TEST-SPECIFIC CONFOUNDING FACTORS: In the pre-experiment, precipitation of the test item in culture medium was observed after 4 hrs treatment at 375 µg/mL and above and after 24 hrs treatment at 750 µg/mL and above in the absence of S9 mix. In the presence of S9 mix, precipitation was observed after treatment with 93.8 µg/mL and above. No relevant influence of the test item on the pH value or osmolarity was observed (solvent control 286 mOsm, pH 6.9 versus 306 mOsm and pH 7.4 at 6000 µg/mL). However, the slight increase in the pH value has to be regarded as being irrelevant since no influence on the pH value in the main experiment was observed (solvent control 316 mOsm, pH 7.4 versus 303 mOsm and pH 7.4 at 500 µg/mL).
In the main experiment, in the absence of S9 mix, precipitation of the test item was observed after treatment with 500 µg/mL In the presence of S9 mix, precipitation of the test item in culture medium was observed with 250 µg/mL and above.
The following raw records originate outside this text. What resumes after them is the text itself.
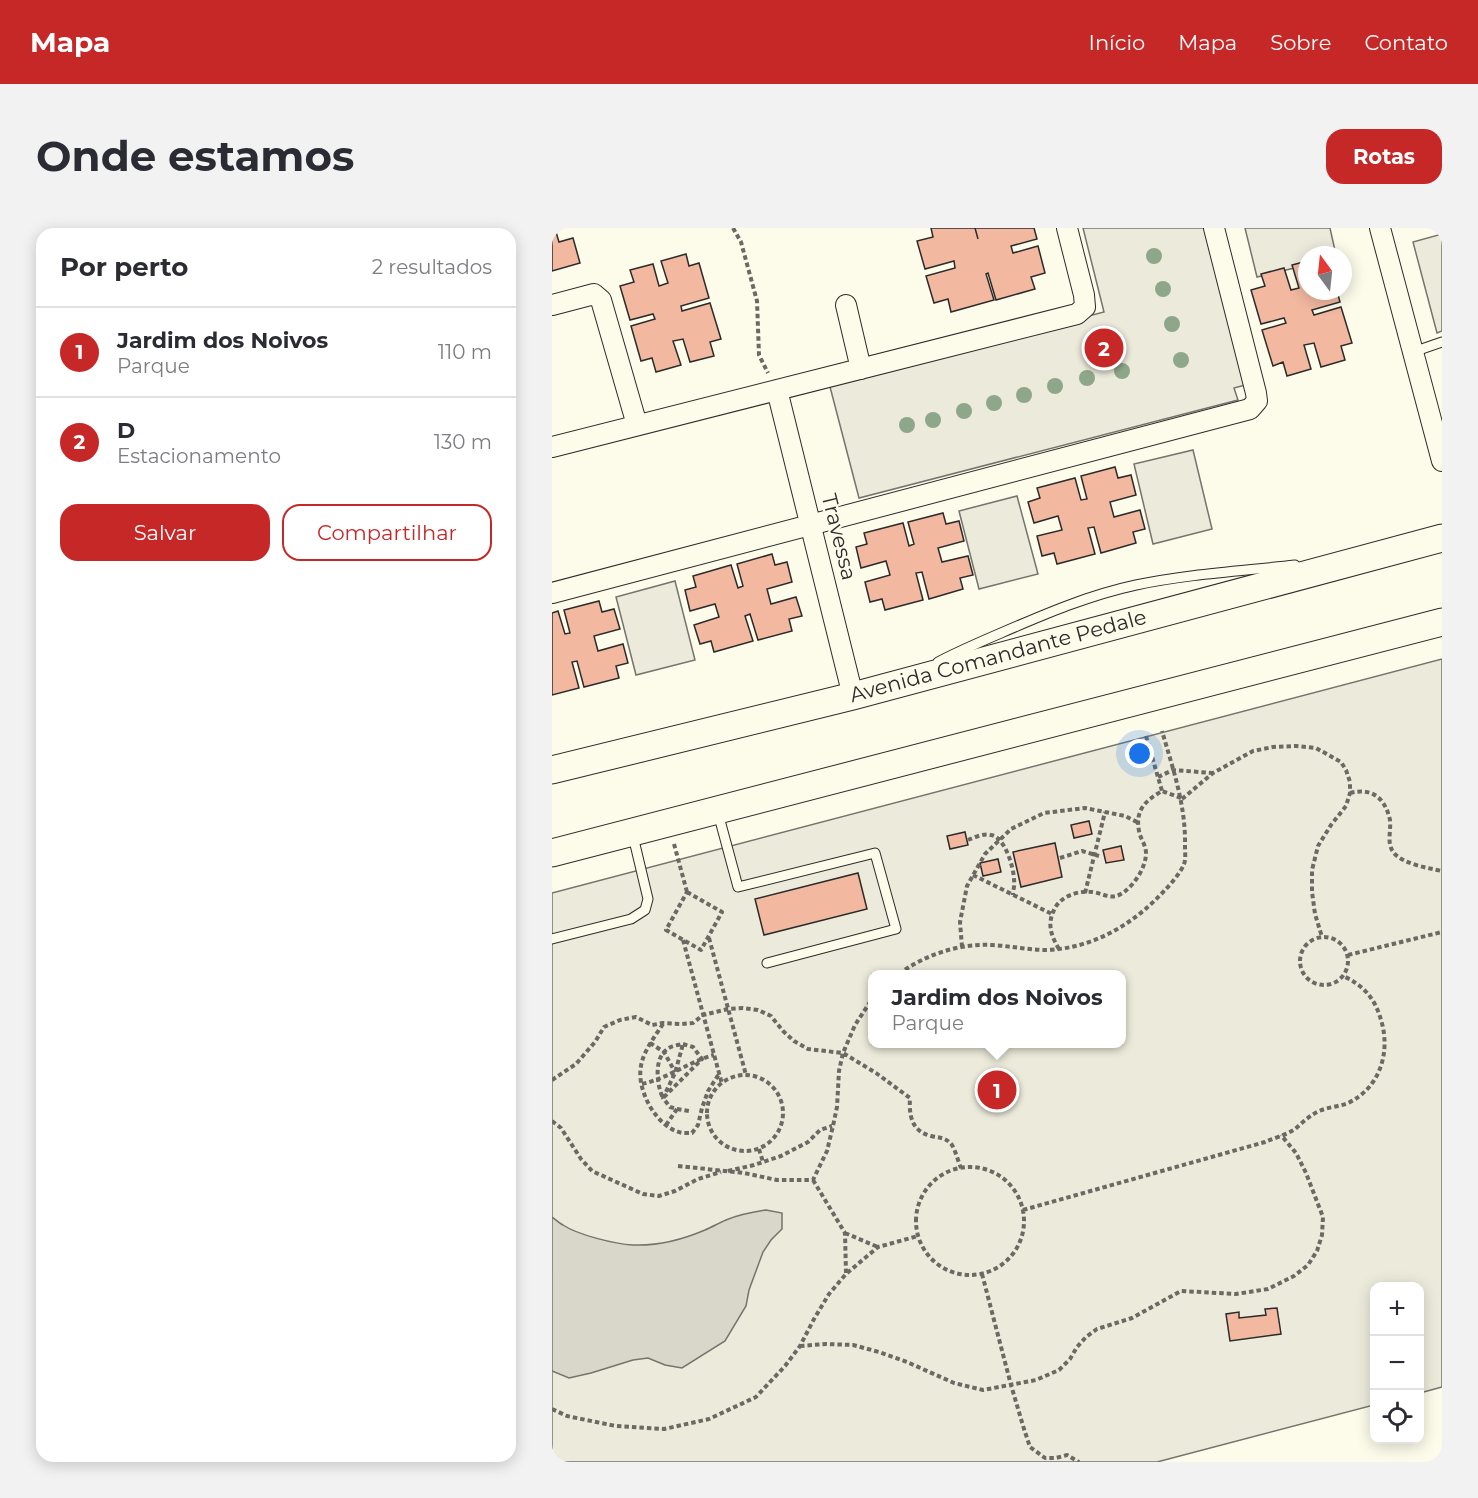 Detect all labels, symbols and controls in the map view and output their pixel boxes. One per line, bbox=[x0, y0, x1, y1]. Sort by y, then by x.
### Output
text: Mapa bbox=[30, 25, 110, 59]
text: Início bbox=[1089, 30, 1145, 55]
text: Mapa bbox=[1178, 30, 1237, 55]
text: Sobre bbox=[1270, 30, 1331, 55]
text: Contato bbox=[1364, 30, 1448, 55]
button: Rotas bbox=[1326, 129, 1442, 184]
text: Onde estamos bbox=[36, 130, 354, 182]
north arrow bbox=[1298, 246, 1352, 300]
text: Por perto bbox=[60, 251, 188, 283]
text: 2 resultados bbox=[372, 255, 492, 279]
pin: 2 bbox=[1084, 326, 1124, 370]
text: Jardim dos Noivos bbox=[117, 327, 328, 354]
text: 1 bbox=[76, 340, 83, 364]
text: 110 m bbox=[438, 340, 492, 364]
text: Parque bbox=[117, 354, 190, 378]
text: D bbox=[117, 417, 135, 444]
text: 2 bbox=[74, 430, 85, 454]
text: 130 m bbox=[434, 430, 492, 454]
text: Estacionamento bbox=[117, 444, 281, 468]
street label: Travessa bbox=[817, 491, 862, 583]
button: Salvar bbox=[60, 504, 270, 561]
button: Compartilhar bbox=[282, 504, 492, 561]
street label: Avenida Comandante Pedale bbox=[847, 604, 1149, 707]
your location bbox=[1125, 739, 1154, 768]
popup bbox=[868, 970, 1126, 1048]
text: Jardim dos Noivos bbox=[891, 984, 1103, 1011]
text: Parque bbox=[891, 1011, 964, 1035]
pin: 1 bbox=[978, 1068, 1016, 1112]
map controls bbox=[1370, 1282, 1424, 1444]
button: + bbox=[1370, 1282, 1424, 1336]
button: − bbox=[1370, 1336, 1424, 1390]
button: locate bbox=[1370, 1390, 1424, 1444]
MAIN TEST: In the cytogenetic experiment, in the absence of S9 mix, a statistically significant and biologically relevant increase in the number of cells carrying structural chromosome aberrations was observed at the highest evaluated concentration (8.25 % aberrant cells, exclusive gaps, at 250 µg/mL). This value clearly exceeded the respective solvent control value (2.0 % aberrant cells, exclusive gaps) and the range of our historical control data: 0.0 - 4.0 % aberrant cells, exclusive gaps. The increase in the number of cells carrying exchanges (3.75 %) gives additional evidence for a clastogenic potential of the test item. In addition, in this experimental part the aberration rates were dose-dependent increased (3.0 %, 3.5 %, and 8.25 % aberrant cells, exclusive gaps) in the concentration range scored for cytogenetic damage (62.5 to 250 µg/mL). Therefore, the statistical significance and the dose-dependency have to be regarded as being biologically relevant. In the presence of S9 mix, a dose-dependent increase in the aberration rate was observed in the tested concentration range (62.5 to 250 µg/mL). The values (2.0 %, 2.5 %, and 4.0 % aberrant cells, exclusive gaps) were within our historical control data range (0.0 - 4.0 % aberrant cells, exclusive gaps) and showed no statistical significance. Therefore, this observation in the presence of S9 mix has to be considered as being biologically irrelevant. No biologically relevant increase in the rate of polyploid metaphases was found after treatment with the test item (0.4 - 1 .6 %) as compared to the rates of the solvent controls (1.2-2.1 %).

Remarks on result:

other: all strains/cell types tested

Remarks:

Migrated from field 'Test system'.

Applicant's summary and conclusion

Conclusions:

Interpretation of results (migrated information):
positive without metabolic activation

Under the experimental conditions reported, the test substance did induced structural chromosome aberrations in V79 cells (Chinese
hamster cell line) in the absence of S9 mix.

Executive summary:

In a GLP compliant chromosome aberration test, tested according to OECD guideline 473, Chinese hamster V79 cells, were exposed to the test substance, with and without metabolic activation by S9 mix. The exposure period was 4 hours with and without metabolic activation. In each experimental group two parallel cultures were set up. Per culture 100 metaphase plates were scored for structural chromosome aberrations. Dose selection of the main experiments was based on a pretest. Toxic effects indicated by reduced mitotic indices or reduced cell numbers were observed after treatment with the test item. However, concentrations showing clear cytotoxicity were not scorable for cytogenetic damage. In the absence of S9 mix, a dose-related increase in the number of cells carrying structural chromosomal aberrations was observed with a statistically significant and biologically relevant value after treatment with the test item in the highest evaluable concentration (250 µg/mL), clearly exceeding historical control data range. In addition, the number cells carrying exchanges was distinctly increased. No relevant increase in the frequencies of polyploid metaphases was found after treatment with the test substance as compared to the frequencies of the controls. In conclusion, it can be stated that under the experimental conditions reported, the test item did induce structural chromosome aberrations. Therefore, the test substance is considered to be clastogenic.